The artwork enfolds the visitor with the message that “I am your mother; I want to wrap you in my compassionate arms,” Father Guest says. Ultimately, “the story leads to faith in her Son.” And he points out that the Lindenwold parish represents the only shrine to our Lady of Guadalupe in the Diocese of Camden and the state of New Jersey. He envisions it as a pilgrimage site.
For Buendia, the work is not just satisfying — it fulfills his life’s purpose. “I’m a layman for the church,” he says. “With my work, I tell a story.”
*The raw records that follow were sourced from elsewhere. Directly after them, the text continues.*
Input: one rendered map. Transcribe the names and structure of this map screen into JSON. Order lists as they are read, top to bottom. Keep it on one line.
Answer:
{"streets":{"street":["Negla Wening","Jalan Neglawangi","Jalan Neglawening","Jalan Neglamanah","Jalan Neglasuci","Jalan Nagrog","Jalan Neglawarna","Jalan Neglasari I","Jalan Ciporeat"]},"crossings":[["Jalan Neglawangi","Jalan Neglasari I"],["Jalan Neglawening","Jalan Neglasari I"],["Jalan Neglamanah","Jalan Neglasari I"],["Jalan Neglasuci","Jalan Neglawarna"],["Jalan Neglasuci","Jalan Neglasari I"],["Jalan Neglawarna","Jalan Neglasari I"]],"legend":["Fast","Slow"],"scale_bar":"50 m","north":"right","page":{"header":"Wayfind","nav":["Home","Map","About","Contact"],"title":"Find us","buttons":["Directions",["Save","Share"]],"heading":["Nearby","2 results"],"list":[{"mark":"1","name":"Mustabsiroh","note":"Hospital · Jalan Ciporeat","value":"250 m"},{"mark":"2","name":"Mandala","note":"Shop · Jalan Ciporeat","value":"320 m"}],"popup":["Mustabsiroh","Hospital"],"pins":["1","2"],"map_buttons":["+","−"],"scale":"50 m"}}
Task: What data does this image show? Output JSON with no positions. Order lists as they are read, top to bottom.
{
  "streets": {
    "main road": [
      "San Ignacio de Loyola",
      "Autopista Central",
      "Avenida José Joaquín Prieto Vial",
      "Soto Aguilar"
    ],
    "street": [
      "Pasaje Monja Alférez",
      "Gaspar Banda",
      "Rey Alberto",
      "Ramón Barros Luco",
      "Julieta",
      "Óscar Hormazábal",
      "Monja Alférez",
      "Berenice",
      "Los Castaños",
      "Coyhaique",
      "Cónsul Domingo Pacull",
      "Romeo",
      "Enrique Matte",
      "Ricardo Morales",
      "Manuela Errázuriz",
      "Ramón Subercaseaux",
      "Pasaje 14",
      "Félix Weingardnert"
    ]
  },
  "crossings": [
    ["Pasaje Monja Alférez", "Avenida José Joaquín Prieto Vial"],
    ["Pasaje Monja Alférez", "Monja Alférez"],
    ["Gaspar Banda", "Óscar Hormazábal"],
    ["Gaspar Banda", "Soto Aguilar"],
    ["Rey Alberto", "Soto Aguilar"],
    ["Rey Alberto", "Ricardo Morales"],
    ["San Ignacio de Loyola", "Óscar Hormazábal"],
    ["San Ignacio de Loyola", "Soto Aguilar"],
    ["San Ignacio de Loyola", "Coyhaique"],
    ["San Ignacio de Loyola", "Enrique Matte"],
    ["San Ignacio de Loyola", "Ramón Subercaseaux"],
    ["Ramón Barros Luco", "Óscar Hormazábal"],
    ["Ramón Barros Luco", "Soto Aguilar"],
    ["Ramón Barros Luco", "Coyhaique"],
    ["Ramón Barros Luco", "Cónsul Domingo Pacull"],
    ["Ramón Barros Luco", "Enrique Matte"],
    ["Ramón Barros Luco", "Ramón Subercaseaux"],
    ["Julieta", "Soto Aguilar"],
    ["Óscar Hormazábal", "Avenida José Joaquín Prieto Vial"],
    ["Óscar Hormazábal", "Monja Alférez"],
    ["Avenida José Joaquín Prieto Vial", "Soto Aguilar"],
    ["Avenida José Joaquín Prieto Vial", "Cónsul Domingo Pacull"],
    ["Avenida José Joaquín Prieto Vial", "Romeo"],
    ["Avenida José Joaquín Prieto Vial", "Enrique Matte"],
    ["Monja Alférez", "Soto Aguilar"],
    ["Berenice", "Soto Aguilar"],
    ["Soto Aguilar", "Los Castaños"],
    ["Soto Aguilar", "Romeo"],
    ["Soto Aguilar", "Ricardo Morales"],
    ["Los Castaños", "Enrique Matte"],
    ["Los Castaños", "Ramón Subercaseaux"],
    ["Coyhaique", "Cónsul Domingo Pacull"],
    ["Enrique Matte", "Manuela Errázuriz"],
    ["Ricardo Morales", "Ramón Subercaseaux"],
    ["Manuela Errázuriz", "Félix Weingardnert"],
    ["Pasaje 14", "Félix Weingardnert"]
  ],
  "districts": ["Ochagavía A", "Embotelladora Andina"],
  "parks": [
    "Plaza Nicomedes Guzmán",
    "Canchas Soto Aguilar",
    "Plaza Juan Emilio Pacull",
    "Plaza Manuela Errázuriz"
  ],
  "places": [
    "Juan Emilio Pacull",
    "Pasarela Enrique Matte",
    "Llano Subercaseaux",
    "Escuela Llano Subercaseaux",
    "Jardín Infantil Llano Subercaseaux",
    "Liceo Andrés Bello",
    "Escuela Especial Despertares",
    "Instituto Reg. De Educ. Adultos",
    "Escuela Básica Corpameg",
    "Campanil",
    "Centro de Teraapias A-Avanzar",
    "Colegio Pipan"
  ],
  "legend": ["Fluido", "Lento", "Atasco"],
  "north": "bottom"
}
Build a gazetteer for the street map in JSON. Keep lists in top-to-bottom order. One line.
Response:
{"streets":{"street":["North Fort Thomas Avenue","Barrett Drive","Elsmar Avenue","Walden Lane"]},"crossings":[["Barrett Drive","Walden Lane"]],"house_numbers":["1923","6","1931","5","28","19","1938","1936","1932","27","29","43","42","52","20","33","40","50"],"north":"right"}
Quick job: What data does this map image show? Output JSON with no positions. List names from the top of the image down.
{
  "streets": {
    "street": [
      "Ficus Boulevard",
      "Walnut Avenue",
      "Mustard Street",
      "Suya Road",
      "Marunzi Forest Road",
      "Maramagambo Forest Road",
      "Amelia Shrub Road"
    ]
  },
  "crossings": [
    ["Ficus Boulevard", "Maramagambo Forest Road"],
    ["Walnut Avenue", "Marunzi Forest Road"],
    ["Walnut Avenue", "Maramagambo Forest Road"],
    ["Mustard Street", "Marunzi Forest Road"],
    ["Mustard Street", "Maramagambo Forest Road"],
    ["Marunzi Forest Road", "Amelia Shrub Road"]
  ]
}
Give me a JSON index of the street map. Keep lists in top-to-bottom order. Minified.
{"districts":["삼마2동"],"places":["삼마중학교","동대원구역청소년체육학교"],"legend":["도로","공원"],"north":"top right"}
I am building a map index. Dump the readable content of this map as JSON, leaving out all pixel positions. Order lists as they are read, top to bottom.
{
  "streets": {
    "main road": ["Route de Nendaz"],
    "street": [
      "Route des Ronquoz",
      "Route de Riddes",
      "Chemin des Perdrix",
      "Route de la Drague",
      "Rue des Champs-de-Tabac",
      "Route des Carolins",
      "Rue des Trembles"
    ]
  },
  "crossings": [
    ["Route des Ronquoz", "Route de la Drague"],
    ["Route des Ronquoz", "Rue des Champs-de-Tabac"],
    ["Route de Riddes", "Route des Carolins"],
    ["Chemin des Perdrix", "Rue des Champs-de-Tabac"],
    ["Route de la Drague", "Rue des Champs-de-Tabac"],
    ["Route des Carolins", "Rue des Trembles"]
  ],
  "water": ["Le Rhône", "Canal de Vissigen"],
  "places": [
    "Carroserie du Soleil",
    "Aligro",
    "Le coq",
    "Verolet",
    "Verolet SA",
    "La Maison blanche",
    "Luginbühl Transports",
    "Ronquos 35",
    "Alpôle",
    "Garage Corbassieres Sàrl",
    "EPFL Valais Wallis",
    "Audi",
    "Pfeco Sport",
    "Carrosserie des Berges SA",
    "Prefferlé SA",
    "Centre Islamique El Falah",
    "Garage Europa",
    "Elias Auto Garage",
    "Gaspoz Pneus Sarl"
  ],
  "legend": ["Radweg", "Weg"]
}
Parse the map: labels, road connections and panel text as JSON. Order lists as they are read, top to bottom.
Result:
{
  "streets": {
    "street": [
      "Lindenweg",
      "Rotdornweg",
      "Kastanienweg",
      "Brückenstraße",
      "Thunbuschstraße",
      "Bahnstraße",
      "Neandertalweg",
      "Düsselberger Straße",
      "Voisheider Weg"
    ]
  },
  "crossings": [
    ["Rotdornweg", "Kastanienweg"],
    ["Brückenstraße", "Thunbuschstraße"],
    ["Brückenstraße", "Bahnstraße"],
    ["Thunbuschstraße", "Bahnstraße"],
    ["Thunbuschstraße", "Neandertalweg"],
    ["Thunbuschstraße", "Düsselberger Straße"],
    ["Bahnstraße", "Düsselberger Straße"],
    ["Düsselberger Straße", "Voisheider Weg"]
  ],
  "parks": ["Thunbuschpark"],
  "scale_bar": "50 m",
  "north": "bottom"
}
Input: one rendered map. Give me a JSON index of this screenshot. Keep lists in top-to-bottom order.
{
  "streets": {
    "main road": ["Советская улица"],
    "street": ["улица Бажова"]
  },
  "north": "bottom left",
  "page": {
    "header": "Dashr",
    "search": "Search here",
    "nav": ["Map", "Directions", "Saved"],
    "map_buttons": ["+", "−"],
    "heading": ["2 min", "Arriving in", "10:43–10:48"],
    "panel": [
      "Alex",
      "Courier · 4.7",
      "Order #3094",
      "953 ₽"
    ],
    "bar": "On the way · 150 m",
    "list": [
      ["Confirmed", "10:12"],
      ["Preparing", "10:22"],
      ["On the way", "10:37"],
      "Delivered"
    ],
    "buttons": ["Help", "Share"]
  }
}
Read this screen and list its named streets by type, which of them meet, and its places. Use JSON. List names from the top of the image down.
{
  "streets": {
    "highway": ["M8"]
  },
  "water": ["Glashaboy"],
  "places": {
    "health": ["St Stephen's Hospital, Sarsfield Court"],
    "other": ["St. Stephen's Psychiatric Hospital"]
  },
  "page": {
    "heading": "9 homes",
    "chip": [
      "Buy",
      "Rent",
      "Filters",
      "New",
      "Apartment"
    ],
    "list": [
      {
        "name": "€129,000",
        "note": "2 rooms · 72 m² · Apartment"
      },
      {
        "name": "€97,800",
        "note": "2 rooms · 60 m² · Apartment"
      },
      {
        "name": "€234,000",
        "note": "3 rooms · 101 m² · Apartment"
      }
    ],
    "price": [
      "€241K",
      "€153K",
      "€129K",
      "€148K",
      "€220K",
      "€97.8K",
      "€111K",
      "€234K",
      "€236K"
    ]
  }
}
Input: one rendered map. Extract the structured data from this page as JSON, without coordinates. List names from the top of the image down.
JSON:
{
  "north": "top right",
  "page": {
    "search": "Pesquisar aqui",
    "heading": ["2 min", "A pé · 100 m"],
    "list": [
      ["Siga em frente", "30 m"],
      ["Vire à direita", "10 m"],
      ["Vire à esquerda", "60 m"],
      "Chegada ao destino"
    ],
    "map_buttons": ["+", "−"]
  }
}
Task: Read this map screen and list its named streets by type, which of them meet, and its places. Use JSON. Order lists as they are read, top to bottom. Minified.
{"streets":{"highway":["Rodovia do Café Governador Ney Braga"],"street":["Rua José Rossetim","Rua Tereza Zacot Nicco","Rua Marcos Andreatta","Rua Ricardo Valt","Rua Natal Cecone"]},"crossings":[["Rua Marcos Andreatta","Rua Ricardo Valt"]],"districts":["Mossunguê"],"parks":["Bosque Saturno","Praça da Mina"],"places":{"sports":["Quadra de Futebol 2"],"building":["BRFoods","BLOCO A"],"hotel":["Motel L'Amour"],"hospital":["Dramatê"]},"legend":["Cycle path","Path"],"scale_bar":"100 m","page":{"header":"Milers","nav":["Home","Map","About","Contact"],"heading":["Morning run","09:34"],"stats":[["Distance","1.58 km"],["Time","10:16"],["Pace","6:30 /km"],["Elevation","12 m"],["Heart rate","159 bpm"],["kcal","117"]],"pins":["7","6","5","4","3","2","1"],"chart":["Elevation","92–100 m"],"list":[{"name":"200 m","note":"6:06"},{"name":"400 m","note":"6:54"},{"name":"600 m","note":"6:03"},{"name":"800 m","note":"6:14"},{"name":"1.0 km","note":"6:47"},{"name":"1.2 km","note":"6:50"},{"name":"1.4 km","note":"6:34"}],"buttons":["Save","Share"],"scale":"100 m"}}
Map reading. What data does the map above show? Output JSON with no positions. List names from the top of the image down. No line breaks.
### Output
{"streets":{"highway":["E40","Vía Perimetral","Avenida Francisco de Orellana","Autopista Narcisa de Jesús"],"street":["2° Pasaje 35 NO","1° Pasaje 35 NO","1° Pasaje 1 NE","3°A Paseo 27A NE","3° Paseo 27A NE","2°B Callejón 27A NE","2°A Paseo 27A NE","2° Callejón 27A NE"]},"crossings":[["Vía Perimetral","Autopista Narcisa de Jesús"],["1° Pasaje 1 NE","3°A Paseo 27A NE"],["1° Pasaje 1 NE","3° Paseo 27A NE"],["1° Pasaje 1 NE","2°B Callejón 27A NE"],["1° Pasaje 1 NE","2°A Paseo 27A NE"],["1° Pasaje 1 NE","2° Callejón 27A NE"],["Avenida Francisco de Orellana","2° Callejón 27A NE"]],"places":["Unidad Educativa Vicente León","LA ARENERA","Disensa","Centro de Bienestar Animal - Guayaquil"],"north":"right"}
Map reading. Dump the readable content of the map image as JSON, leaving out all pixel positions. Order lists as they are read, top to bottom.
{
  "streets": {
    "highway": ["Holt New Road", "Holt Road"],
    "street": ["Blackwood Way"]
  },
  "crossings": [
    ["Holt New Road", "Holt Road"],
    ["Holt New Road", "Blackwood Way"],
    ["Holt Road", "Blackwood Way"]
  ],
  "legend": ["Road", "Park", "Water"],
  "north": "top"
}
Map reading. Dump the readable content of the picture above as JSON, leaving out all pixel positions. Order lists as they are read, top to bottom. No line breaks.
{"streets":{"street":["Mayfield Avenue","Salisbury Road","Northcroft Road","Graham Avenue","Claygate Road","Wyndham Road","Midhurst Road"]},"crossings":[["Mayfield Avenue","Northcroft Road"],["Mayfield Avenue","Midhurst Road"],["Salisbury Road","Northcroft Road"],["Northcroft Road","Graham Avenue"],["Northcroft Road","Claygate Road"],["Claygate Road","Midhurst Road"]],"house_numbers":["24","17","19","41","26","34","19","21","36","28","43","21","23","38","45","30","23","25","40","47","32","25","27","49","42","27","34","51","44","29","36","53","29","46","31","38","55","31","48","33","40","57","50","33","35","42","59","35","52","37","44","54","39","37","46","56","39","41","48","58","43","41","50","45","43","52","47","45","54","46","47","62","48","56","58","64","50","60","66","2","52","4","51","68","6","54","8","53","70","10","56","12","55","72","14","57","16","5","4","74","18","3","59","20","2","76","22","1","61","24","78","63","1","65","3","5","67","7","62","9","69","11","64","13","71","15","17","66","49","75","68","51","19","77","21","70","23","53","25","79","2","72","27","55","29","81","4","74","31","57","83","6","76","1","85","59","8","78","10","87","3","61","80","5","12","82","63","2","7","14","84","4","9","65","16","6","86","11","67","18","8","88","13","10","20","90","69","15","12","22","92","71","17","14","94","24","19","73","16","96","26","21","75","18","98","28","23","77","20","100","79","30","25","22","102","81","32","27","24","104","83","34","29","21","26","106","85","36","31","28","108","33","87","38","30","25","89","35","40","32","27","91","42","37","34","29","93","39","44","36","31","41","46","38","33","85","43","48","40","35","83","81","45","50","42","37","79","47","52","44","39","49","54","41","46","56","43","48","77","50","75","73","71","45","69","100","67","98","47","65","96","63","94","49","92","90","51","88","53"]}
And his work can be found around the globe, in South America, Mexico, Africa, Australia and in the archives at Christ Church along with the work of Michelangelo and other masters. Of particular significance are six murals Buendia painted in Coachella, in Southern California, inspired by the work of those he calls the “Big Five”: Diego Rivera, David Alfaro Siqueiros, Gabriel Orozco, Frida Kahlo and Rufino Tamayo, all giants of the Mexican Muralist movement.
Buendia’s work has also been inspired by his family’s close friendship with the late César Chávez, founder of the United Farm Workers who reached his peak of influence in the 1960s and ‘70s as the legendary, sometimes controversial, champion of the labor rights movement. “All that he did,” Buendia says, pointing gently to the image of Our Lady of Guadalupe, “was inspired by her.”
And for Buendia, these many sources of inspiration will draw him back to the West Coast sometime in the late spring of 2017. He’ll be doing restoration work on one of his earlier murals in Coachella before he and Darlanne finally head back to their current home in Washington State later that year.
“It’s a journey for me to create my work,” he says with a smile.